Emit an exact copy of the lines running from the start of the records to the line containing "2px #ccced4) drop-shadow(0", both included.

Collected data:
____________
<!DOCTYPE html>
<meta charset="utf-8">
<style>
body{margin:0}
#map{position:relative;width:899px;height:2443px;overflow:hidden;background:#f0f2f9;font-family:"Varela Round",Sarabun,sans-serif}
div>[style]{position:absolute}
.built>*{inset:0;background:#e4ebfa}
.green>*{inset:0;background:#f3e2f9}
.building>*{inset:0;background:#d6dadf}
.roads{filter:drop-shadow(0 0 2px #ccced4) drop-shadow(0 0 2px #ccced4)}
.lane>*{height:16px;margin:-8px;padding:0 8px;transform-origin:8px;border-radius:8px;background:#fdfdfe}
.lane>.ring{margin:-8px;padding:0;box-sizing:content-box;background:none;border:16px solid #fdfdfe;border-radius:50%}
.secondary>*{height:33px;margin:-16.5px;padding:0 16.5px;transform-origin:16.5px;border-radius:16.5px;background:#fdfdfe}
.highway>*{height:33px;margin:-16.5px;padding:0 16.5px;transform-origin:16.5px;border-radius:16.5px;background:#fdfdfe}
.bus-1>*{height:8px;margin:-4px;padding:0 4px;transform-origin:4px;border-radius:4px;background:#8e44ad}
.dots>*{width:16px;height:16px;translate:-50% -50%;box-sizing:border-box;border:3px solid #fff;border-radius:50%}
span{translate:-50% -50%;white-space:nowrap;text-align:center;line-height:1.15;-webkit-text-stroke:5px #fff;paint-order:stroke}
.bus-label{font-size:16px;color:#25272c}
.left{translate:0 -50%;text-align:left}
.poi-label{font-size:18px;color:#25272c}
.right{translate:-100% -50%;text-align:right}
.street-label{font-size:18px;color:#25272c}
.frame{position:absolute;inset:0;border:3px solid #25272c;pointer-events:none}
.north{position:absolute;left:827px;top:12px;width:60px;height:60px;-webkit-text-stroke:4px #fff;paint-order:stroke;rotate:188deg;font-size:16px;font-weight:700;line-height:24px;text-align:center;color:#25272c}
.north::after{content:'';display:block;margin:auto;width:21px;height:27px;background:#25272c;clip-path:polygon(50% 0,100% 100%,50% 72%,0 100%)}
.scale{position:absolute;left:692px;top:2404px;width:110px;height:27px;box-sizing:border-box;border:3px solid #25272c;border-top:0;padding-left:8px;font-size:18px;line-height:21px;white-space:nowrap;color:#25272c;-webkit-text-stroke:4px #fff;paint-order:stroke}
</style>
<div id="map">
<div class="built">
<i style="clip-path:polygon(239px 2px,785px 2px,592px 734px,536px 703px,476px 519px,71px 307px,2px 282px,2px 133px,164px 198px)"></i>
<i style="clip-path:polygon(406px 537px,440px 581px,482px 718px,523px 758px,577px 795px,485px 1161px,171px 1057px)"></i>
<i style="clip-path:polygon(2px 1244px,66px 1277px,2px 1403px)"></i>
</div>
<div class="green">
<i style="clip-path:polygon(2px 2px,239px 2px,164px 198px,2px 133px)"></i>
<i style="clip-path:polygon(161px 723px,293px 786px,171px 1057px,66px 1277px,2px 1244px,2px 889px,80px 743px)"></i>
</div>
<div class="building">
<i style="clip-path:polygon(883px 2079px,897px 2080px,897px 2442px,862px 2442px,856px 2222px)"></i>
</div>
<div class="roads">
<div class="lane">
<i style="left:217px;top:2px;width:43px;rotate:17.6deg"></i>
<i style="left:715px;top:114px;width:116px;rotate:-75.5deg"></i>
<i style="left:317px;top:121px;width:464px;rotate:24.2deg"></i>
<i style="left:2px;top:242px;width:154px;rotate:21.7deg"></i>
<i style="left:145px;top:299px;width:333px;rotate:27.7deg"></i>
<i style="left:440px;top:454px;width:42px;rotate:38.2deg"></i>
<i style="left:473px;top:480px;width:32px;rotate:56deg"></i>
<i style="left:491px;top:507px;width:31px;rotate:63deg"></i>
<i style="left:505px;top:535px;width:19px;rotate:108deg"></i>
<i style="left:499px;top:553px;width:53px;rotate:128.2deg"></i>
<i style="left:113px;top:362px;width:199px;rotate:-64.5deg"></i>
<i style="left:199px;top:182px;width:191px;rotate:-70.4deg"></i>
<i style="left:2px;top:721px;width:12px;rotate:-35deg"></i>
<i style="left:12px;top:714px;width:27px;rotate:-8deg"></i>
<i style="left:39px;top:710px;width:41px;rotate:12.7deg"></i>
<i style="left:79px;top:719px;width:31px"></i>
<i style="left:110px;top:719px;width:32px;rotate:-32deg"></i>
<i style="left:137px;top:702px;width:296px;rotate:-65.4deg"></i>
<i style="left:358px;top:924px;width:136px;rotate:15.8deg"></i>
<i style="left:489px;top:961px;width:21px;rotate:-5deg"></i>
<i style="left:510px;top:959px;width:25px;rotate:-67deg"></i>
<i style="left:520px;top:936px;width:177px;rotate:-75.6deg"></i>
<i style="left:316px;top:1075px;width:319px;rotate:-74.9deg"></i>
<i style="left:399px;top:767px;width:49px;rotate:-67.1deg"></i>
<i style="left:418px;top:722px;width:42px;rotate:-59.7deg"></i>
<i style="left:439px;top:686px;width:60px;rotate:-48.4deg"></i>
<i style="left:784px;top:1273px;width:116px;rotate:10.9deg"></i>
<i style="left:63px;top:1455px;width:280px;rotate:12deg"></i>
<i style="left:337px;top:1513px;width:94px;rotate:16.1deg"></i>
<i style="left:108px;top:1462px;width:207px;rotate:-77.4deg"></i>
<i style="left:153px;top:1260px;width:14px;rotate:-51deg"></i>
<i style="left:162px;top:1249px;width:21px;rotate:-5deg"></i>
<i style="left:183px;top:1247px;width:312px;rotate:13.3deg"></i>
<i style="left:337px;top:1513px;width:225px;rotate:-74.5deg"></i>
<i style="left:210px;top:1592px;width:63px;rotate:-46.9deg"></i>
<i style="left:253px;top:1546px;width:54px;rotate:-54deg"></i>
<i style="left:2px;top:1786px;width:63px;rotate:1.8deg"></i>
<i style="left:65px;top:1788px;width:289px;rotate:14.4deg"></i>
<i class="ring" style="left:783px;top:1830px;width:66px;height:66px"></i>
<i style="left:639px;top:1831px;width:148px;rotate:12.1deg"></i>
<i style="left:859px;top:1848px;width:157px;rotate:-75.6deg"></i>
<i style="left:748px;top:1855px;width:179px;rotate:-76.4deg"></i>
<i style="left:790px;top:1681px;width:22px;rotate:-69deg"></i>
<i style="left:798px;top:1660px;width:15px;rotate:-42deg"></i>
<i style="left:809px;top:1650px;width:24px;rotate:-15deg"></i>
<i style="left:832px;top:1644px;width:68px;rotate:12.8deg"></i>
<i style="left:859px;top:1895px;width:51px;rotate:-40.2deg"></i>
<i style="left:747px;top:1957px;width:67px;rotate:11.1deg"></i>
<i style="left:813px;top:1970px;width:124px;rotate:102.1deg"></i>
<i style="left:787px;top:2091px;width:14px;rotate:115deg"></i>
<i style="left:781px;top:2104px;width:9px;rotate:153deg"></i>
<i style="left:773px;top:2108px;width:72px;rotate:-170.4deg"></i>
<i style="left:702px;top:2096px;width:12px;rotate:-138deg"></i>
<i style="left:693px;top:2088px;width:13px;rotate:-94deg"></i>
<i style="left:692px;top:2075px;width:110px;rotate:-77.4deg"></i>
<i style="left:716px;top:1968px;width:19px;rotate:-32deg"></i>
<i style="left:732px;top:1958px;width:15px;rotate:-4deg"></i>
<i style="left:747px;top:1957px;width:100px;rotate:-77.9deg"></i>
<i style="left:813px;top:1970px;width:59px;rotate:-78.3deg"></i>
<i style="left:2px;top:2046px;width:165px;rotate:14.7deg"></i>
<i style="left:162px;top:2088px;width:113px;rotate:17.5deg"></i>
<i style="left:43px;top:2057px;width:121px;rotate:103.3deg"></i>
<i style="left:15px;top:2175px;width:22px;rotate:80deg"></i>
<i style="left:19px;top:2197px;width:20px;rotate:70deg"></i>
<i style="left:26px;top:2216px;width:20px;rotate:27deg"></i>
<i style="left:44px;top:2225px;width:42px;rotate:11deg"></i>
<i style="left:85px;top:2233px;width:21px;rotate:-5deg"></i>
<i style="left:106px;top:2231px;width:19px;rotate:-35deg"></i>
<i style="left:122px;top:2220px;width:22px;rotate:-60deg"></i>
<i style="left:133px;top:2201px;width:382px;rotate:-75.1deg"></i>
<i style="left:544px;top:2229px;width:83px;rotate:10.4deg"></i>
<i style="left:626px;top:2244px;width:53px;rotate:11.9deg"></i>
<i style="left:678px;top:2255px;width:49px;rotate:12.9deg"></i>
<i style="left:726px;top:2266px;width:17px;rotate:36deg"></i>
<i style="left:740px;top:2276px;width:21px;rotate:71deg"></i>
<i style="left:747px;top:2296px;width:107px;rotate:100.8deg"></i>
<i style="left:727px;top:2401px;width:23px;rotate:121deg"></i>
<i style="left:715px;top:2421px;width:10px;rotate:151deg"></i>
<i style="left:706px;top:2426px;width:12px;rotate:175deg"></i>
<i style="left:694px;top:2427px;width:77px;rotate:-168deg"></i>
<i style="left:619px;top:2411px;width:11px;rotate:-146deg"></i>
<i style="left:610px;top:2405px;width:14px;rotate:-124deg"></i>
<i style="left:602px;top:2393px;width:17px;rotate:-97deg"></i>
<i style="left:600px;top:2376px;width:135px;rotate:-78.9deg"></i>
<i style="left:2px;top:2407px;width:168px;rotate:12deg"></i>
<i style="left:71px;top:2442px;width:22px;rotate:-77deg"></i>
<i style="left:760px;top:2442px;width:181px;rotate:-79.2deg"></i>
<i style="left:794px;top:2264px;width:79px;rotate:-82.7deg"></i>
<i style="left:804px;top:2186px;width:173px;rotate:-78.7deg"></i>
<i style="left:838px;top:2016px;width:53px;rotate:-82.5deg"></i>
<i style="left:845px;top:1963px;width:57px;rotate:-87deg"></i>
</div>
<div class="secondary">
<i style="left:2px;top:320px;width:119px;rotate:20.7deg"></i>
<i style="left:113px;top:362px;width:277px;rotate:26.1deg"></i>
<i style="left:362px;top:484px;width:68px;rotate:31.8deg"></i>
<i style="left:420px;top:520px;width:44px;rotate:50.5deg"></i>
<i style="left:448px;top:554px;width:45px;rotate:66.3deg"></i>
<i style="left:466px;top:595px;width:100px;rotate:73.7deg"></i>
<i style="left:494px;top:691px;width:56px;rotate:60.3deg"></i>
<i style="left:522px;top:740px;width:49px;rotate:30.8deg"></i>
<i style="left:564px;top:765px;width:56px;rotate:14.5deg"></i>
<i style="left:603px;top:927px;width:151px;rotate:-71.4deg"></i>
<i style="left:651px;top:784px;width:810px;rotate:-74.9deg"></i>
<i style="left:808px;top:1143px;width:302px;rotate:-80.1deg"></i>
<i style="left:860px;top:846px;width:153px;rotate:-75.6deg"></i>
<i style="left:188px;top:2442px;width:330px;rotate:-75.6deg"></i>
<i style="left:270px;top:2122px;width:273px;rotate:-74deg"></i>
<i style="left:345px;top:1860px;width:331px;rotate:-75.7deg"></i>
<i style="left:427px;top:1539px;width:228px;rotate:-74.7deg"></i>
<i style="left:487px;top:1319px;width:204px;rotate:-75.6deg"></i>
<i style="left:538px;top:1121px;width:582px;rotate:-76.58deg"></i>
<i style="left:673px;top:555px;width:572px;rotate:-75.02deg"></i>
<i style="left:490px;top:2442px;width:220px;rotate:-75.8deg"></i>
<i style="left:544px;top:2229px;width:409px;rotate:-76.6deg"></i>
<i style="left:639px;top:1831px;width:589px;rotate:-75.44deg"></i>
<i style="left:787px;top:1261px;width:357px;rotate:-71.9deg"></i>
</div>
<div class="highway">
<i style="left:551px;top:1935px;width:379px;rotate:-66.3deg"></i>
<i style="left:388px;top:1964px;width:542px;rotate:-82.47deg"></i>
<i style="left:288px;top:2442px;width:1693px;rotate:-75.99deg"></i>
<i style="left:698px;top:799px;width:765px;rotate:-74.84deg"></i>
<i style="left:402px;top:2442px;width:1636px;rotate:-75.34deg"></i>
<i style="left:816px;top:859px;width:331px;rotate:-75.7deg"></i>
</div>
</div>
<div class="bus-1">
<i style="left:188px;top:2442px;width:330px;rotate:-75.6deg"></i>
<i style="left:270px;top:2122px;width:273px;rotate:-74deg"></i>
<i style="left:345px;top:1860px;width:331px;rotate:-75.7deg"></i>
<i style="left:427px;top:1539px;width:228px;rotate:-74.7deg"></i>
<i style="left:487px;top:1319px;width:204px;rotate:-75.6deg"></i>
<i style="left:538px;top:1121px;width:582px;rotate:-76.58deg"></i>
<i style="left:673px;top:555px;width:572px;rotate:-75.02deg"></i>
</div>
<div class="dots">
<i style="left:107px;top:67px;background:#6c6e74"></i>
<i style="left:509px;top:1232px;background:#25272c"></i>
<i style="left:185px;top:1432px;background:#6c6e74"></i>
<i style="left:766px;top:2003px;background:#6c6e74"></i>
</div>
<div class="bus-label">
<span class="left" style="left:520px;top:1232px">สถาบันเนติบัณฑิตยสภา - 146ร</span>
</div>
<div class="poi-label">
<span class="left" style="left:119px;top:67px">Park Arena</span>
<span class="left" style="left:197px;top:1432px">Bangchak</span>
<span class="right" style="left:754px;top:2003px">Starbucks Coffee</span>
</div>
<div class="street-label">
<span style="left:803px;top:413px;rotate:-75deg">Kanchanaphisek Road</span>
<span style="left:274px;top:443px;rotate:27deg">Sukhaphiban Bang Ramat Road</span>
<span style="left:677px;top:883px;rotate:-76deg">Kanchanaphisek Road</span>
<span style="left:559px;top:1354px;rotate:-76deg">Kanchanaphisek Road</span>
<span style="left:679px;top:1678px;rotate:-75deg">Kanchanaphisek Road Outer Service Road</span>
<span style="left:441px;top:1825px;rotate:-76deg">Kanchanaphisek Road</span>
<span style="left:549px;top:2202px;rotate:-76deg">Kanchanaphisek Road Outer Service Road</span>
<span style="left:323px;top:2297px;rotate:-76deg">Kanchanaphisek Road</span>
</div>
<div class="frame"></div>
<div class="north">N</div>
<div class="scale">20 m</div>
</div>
____________
* _RESULT OF THIS EXERCISE_:
<!DOCTYPE html>
<meta charset="utf-8">
<style>
body{margin:0}
#map{position:relative;width:899px;height:2443px;overflow:hidden;background:#f0f2f9;font-family:"Varela Round",Sarabun,sans-serif}
div>[style]{position:absolute}
.built>*{inset:0;background:#e4ebfa}
.green>*{inset:0;background:#f3e2f9}
.building>*{inset:0;background:#d6dadf}
.roads{filter:drop-shadow(0 0 2px #ccced4) drop-shadow(0 0 2px #ccced4)}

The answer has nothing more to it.